**Dataset records**
---*---

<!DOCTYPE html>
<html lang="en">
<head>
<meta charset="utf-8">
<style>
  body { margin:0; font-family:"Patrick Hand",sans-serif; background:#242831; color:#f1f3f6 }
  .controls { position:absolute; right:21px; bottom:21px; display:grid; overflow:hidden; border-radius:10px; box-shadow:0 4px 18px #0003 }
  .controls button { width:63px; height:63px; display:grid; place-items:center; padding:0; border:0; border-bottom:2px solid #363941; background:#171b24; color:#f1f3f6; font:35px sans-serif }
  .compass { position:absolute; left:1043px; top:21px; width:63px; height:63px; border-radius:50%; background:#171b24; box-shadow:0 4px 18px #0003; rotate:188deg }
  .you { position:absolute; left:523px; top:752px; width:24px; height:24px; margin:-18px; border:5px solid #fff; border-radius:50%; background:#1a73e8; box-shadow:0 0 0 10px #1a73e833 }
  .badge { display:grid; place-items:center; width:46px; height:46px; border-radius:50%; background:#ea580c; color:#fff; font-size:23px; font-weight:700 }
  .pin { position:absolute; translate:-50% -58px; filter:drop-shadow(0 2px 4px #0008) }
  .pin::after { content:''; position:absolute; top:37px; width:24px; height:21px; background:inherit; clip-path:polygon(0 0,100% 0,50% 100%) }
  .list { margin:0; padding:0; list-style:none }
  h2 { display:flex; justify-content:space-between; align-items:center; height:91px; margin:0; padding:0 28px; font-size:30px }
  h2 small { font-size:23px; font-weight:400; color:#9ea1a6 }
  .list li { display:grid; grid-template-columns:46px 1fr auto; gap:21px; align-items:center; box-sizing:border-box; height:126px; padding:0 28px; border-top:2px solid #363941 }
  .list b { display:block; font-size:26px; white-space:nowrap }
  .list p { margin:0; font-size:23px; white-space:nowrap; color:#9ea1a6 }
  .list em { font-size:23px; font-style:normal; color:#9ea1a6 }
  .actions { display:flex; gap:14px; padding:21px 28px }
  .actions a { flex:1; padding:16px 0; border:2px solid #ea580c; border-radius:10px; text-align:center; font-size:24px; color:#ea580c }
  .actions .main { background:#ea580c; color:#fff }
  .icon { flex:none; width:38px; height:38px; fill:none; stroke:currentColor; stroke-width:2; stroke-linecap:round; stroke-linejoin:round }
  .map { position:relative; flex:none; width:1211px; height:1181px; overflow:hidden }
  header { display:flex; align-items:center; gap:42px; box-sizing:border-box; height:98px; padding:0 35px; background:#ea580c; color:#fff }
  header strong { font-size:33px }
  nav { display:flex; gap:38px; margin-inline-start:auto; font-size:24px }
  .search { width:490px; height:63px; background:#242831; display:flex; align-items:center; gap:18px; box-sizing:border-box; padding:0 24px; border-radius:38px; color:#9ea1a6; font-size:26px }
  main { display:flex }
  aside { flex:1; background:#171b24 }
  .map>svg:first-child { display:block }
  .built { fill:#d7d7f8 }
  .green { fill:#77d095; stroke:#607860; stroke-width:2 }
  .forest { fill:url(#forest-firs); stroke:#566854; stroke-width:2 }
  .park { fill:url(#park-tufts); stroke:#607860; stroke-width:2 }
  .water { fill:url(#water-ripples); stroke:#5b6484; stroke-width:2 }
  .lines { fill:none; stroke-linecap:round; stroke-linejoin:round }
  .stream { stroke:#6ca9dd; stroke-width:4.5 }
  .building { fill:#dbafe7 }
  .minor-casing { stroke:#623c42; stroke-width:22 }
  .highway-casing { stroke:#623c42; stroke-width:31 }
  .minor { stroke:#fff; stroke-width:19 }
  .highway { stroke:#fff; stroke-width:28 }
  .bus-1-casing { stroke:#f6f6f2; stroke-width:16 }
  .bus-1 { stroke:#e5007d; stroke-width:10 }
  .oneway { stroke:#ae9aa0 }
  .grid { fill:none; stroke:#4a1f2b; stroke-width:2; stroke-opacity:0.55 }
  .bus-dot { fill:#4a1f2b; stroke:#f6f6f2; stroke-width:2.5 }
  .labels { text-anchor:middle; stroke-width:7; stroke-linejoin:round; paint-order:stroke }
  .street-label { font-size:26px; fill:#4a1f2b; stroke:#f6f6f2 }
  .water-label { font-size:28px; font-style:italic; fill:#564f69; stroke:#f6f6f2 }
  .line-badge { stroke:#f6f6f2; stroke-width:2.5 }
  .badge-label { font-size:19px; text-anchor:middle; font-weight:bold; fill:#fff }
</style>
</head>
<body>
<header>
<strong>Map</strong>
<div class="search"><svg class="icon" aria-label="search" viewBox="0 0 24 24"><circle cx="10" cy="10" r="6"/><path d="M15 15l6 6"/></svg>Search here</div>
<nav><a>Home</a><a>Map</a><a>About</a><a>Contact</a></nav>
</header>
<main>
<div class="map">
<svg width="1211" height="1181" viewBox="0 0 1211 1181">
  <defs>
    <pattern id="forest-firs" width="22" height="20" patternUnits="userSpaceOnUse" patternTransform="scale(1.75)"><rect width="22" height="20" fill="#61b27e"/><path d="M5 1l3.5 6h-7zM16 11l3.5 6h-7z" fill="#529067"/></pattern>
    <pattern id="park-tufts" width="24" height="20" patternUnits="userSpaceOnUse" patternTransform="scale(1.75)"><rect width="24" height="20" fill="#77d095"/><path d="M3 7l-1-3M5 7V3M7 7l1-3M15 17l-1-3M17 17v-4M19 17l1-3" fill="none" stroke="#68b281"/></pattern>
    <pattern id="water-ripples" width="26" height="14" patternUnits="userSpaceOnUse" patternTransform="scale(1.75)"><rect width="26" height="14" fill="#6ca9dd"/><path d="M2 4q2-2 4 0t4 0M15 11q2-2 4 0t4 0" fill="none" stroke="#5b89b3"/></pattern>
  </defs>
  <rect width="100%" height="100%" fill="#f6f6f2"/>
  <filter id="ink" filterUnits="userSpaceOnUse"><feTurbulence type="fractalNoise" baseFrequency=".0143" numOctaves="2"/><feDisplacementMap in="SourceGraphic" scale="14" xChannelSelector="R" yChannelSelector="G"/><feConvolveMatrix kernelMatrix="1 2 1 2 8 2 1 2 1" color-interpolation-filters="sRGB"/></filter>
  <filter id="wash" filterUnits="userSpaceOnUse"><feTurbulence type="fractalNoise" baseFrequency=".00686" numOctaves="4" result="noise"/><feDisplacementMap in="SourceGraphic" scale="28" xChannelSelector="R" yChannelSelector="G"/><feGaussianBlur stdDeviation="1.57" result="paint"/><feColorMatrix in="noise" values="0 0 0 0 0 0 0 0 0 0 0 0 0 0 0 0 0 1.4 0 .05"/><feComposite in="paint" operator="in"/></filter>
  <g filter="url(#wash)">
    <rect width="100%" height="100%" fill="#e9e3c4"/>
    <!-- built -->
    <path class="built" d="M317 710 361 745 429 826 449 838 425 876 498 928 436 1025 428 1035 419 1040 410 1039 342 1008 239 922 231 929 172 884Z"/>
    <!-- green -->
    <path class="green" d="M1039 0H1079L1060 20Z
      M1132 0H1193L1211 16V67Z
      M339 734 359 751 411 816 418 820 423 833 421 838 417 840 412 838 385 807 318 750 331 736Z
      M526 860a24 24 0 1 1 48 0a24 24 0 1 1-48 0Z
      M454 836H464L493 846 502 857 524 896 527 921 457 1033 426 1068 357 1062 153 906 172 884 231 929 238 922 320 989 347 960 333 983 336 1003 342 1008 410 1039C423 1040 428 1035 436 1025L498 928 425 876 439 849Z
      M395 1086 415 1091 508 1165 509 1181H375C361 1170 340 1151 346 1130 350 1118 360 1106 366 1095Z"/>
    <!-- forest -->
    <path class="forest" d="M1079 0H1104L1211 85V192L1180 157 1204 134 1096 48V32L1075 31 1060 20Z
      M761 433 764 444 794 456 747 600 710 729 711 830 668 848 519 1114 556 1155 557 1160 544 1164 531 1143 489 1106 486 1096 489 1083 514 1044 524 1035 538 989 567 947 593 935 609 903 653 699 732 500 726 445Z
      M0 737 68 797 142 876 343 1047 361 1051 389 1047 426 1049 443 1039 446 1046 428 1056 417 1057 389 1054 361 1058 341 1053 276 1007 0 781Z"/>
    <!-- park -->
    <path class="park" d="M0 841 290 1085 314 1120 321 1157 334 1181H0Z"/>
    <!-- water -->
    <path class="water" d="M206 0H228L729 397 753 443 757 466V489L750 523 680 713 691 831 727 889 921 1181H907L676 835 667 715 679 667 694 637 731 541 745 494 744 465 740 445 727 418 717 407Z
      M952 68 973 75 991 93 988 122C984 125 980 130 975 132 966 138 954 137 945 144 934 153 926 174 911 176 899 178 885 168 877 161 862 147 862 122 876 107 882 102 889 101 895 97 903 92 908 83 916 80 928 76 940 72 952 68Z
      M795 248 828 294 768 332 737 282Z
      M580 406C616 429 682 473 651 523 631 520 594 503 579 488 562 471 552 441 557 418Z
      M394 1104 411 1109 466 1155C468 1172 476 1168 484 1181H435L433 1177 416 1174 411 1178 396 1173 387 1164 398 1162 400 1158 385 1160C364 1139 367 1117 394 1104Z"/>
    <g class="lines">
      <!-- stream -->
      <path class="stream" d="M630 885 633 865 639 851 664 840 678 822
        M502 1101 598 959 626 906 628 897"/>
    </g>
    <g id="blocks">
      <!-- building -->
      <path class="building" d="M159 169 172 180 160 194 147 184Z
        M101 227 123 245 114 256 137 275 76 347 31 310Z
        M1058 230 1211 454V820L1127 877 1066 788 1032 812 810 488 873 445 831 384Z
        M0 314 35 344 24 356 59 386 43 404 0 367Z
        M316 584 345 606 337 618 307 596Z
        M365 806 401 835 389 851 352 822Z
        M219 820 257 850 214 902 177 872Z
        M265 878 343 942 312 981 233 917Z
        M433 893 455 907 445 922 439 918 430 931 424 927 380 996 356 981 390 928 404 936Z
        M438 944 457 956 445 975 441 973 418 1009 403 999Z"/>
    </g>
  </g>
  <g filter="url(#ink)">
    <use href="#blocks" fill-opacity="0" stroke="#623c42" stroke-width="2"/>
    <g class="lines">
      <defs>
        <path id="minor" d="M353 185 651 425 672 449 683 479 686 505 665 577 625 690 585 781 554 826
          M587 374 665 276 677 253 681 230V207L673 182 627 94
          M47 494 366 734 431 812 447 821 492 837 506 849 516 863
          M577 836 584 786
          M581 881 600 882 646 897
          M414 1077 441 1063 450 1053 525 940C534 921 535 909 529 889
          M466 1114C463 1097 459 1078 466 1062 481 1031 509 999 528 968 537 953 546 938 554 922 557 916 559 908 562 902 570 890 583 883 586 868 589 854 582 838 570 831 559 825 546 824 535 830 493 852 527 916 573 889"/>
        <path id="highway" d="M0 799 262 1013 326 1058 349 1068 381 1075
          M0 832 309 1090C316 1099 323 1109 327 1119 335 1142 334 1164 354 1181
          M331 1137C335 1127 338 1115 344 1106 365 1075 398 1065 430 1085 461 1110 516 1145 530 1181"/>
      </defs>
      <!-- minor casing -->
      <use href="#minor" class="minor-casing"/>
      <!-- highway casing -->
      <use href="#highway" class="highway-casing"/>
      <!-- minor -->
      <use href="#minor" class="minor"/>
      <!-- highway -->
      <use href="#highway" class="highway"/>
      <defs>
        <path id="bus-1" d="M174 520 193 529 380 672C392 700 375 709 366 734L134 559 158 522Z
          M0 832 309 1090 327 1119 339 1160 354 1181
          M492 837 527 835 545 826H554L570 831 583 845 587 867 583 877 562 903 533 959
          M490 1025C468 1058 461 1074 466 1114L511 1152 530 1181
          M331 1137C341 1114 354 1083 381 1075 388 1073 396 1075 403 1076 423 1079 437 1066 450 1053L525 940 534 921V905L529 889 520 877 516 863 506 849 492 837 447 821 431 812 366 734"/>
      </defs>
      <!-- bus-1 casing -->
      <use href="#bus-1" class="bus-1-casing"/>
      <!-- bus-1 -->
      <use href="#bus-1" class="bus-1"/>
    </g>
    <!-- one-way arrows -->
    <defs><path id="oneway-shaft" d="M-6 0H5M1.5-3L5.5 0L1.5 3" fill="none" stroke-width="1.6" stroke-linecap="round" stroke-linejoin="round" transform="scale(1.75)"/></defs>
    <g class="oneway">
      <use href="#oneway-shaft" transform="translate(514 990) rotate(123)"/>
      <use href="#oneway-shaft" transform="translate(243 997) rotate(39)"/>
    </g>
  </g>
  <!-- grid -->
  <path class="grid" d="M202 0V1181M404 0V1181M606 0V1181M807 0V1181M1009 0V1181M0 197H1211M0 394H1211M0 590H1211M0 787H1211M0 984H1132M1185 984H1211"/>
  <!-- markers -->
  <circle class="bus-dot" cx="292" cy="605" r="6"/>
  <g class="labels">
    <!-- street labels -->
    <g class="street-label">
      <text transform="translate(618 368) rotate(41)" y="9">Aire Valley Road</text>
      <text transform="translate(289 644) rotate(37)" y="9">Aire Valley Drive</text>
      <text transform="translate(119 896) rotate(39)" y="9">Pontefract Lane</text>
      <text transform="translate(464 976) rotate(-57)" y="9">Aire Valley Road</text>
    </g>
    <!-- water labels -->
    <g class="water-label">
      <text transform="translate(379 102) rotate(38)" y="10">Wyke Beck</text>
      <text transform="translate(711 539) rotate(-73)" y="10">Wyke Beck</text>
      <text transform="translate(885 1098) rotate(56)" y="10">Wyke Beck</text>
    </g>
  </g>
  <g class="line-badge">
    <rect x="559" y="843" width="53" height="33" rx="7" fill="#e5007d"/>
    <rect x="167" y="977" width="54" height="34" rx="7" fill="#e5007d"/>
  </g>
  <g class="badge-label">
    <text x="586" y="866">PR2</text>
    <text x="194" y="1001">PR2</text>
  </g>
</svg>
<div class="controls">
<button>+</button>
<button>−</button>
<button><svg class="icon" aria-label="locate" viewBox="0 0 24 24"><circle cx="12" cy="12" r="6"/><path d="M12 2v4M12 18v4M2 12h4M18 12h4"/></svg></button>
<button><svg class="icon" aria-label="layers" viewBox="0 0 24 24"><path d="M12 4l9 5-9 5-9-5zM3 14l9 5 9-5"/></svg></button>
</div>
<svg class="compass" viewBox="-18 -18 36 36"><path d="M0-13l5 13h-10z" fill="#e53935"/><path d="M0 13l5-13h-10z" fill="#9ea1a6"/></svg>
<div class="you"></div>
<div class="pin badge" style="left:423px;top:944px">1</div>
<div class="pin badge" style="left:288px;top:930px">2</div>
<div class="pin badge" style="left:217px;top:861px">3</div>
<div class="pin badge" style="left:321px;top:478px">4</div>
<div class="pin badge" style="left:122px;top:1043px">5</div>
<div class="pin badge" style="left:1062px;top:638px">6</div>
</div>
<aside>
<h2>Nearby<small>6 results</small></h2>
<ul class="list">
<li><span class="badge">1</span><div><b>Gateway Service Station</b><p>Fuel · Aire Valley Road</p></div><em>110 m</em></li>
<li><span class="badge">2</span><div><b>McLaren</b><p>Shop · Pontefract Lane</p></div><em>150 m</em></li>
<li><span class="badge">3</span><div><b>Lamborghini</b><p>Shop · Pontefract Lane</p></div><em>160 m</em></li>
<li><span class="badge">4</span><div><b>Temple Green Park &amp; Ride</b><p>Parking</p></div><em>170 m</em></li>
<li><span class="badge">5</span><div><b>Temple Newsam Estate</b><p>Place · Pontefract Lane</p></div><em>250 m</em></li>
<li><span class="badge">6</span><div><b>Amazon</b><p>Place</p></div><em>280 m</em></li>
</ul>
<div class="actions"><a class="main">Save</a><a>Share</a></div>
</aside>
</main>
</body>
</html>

---*---

**Work request**
Where in the records above does the word "strong" appear? Copy each line that holds it.

**Result**
  header strong { font-size:33px }
<strong>Map</strong>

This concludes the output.